■ WHAT THIS TASK INVOLVES
Among the entries below, find the lines holding "Зупинка" and copy them.
□ □ □ □ □ □ □
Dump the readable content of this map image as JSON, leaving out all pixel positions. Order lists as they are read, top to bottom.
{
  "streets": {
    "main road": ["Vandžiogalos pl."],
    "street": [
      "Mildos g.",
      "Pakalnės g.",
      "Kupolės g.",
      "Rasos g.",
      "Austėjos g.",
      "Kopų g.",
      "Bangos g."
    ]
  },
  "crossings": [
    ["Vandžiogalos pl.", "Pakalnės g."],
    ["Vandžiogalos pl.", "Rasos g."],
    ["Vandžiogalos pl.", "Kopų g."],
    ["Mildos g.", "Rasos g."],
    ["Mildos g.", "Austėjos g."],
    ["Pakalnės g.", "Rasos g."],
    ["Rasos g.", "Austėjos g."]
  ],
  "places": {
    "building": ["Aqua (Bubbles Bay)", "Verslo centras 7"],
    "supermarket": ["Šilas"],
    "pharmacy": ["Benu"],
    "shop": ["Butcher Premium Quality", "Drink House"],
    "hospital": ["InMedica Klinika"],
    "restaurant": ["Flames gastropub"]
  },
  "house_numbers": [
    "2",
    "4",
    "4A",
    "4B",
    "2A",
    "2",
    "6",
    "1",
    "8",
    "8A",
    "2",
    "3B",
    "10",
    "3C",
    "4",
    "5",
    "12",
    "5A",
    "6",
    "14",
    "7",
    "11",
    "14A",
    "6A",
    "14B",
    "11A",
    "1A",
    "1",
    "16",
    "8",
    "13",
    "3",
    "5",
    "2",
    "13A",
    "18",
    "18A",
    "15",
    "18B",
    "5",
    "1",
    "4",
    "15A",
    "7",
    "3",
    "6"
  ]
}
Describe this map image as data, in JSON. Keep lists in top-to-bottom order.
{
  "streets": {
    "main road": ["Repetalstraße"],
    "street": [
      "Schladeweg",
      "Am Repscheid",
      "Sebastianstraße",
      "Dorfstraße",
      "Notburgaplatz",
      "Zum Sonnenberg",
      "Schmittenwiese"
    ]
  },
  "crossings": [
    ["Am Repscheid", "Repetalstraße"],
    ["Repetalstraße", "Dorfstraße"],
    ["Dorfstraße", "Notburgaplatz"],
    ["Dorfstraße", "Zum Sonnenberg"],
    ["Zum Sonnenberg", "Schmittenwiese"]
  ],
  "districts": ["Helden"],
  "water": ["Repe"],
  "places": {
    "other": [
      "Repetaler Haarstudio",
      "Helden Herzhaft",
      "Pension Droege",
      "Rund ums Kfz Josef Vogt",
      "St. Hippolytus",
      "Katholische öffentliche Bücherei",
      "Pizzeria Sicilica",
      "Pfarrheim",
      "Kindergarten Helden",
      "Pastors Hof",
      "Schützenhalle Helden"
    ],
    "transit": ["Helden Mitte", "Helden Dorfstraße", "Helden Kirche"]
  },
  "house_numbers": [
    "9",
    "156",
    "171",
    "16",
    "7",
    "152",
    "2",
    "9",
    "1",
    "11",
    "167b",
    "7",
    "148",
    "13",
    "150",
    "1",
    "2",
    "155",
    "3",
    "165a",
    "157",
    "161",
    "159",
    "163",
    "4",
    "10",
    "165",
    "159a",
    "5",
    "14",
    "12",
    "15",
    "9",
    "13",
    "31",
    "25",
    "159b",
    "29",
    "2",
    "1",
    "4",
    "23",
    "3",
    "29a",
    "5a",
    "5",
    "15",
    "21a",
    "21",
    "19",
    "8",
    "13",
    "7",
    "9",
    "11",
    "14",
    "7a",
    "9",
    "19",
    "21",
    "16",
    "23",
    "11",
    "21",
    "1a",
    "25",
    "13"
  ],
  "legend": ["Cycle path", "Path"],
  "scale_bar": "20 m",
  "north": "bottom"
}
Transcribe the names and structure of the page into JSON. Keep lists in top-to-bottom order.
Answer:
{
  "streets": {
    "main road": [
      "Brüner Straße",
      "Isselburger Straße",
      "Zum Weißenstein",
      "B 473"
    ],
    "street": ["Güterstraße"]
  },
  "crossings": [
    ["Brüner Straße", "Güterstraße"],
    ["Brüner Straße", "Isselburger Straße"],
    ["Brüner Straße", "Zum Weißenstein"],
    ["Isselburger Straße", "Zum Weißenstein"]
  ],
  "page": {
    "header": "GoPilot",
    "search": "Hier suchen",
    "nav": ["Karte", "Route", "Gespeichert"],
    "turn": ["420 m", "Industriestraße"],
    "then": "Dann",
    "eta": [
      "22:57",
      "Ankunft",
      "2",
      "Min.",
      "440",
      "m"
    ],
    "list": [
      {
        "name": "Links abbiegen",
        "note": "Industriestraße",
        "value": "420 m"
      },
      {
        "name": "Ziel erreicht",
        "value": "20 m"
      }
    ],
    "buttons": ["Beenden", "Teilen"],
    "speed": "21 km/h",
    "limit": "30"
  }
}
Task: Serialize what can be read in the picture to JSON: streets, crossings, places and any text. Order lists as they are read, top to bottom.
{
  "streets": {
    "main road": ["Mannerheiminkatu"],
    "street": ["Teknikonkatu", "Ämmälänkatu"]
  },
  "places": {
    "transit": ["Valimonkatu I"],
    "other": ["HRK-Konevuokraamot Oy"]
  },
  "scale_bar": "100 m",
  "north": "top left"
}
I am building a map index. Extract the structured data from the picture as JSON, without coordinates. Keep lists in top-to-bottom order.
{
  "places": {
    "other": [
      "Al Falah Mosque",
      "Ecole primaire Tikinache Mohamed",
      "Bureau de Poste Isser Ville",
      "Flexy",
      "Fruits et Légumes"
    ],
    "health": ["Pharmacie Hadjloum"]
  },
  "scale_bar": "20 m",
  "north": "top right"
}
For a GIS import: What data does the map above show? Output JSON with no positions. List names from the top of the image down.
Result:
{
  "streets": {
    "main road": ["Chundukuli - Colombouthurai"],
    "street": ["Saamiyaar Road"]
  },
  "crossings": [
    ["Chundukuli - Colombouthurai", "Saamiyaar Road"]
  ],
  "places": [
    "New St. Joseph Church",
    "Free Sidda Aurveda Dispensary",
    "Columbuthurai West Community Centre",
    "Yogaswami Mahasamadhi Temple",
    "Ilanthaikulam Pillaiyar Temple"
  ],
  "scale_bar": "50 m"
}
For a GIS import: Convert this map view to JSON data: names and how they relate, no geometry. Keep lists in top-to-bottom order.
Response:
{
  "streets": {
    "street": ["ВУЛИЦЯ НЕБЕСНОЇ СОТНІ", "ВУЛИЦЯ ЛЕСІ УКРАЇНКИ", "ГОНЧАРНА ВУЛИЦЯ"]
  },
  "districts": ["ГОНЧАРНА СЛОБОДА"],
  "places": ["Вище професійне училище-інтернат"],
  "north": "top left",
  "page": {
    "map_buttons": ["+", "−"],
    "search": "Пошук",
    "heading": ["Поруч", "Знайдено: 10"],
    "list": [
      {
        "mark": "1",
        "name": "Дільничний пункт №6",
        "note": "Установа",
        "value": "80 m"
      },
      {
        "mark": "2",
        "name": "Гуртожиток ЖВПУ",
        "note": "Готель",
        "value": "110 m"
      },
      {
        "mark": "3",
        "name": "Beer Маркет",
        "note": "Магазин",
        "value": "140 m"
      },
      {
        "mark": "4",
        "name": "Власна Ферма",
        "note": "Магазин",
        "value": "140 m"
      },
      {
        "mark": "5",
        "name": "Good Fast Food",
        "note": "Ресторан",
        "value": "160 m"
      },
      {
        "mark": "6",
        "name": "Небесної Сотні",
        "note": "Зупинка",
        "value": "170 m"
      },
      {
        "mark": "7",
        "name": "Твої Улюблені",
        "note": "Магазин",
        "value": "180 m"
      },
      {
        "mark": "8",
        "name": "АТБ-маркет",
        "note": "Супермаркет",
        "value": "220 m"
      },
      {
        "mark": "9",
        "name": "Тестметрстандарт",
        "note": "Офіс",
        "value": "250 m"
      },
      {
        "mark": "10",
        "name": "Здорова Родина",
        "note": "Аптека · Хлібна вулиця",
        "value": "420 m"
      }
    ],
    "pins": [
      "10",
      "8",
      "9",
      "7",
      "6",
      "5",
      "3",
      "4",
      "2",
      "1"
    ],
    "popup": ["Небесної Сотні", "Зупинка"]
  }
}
□ □ □ □ □ □ □
■ EXERCISE ANSWER
        "note": "Зупинка",
    "popup": ["Небесної Сотні", "Зупинка"]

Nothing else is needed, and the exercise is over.